### Your task
A word-for-word copy of the entries, with the images left out, is what you should write.

═════ Data to use ═════

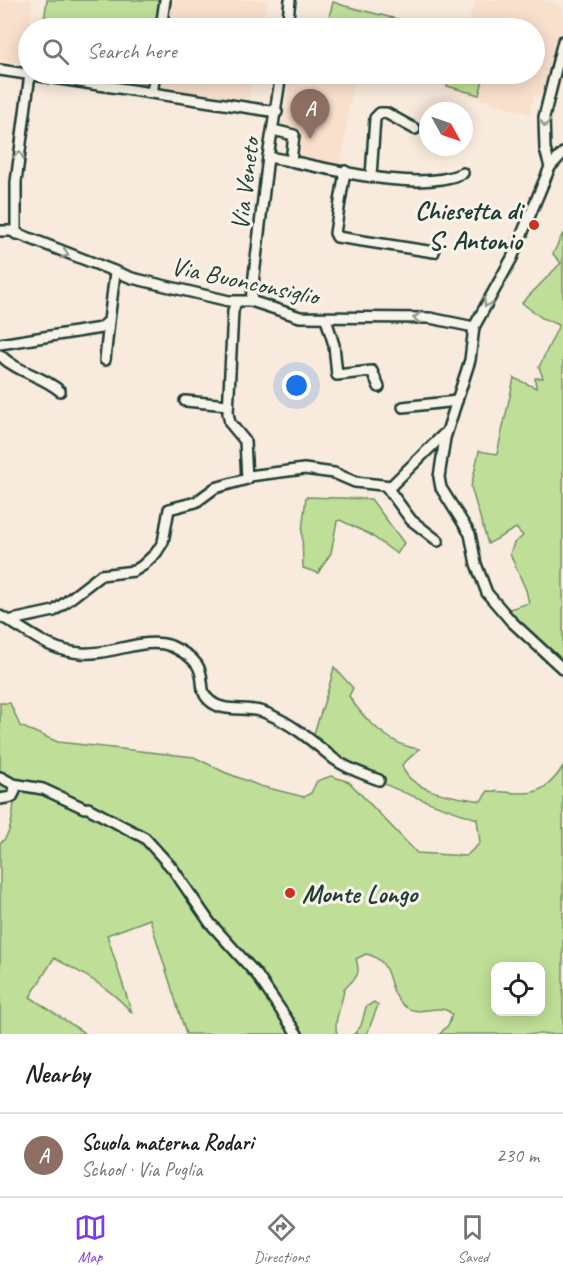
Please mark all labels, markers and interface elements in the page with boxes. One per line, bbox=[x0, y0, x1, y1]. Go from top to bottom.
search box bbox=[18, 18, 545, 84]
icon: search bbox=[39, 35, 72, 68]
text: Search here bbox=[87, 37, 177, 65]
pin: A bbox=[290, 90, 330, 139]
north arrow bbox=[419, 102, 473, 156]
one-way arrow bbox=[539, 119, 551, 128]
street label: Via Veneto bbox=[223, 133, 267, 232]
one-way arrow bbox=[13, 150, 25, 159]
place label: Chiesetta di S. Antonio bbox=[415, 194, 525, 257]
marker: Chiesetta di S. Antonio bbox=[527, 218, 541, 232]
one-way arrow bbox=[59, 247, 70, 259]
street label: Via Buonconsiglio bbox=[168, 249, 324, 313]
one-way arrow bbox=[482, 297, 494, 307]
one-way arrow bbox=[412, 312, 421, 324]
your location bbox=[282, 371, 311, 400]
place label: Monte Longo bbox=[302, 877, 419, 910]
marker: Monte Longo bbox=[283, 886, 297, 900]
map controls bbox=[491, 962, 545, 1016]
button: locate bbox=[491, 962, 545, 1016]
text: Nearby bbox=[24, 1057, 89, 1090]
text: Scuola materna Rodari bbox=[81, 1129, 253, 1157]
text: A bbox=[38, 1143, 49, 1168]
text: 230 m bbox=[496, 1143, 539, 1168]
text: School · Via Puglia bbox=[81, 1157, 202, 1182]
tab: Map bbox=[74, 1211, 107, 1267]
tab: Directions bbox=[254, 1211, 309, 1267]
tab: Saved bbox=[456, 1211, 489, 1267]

═════

### Response area
Please mark all labels, markers and interface elements in the page with boxes. One per line, bbox=[x0, y0, x1, y1]. Go from top to bottom.
search box bbox=[18, 18, 545, 84]
icon: search bbox=[39, 35, 72, 68]
text: Search here bbox=[87, 37, 177, 65]
pin: A bbox=[290, 90, 330, 139]
north arrow bbox=[419, 102, 473, 156]
one-way arrow bbox=[539, 119, 551, 128]
street label: Via Veneto bbox=[223, 133, 267, 232]
one-way arrow bbox=[13, 150, 25, 159]
place label: Chiesetta di S. Antonio bbox=[415, 194, 525, 257]
marker: Chiesetta di S. Antonio bbox=[527, 218, 541, 232]
one-way arrow bbox=[59, 247, 70, 259]
street label: Via Buonconsiglio bbox=[168, 249, 324, 313]
one-way arrow bbox=[482, 297, 494, 307]
one-way arrow bbox=[412, 312, 421, 324]
your location bbox=[282, 371, 311, 400]
place label: Monte Longo bbox=[302, 877, 419, 910]
marker: Monte Longo bbox=[283, 886, 297, 900]
map controls bbox=[491, 962, 545, 1016]
button: locate bbox=[491, 962, 545, 1016]
text: Nearby bbox=[24, 1057, 89, 1090]
text: Scuola materna Rodari bbox=[81, 1129, 253, 1157]
text: A bbox=[38, 1143, 49, 1168]
text: 230 m bbox=[496, 1143, 539, 1168]
text: School · Via Puglia bbox=[81, 1157, 202, 1182]
tab: Map bbox=[74, 1211, 107, 1267]
tab: Directions bbox=[254, 1211, 309, 1267]
tab: Saved bbox=[456, 1211, 489, 1267]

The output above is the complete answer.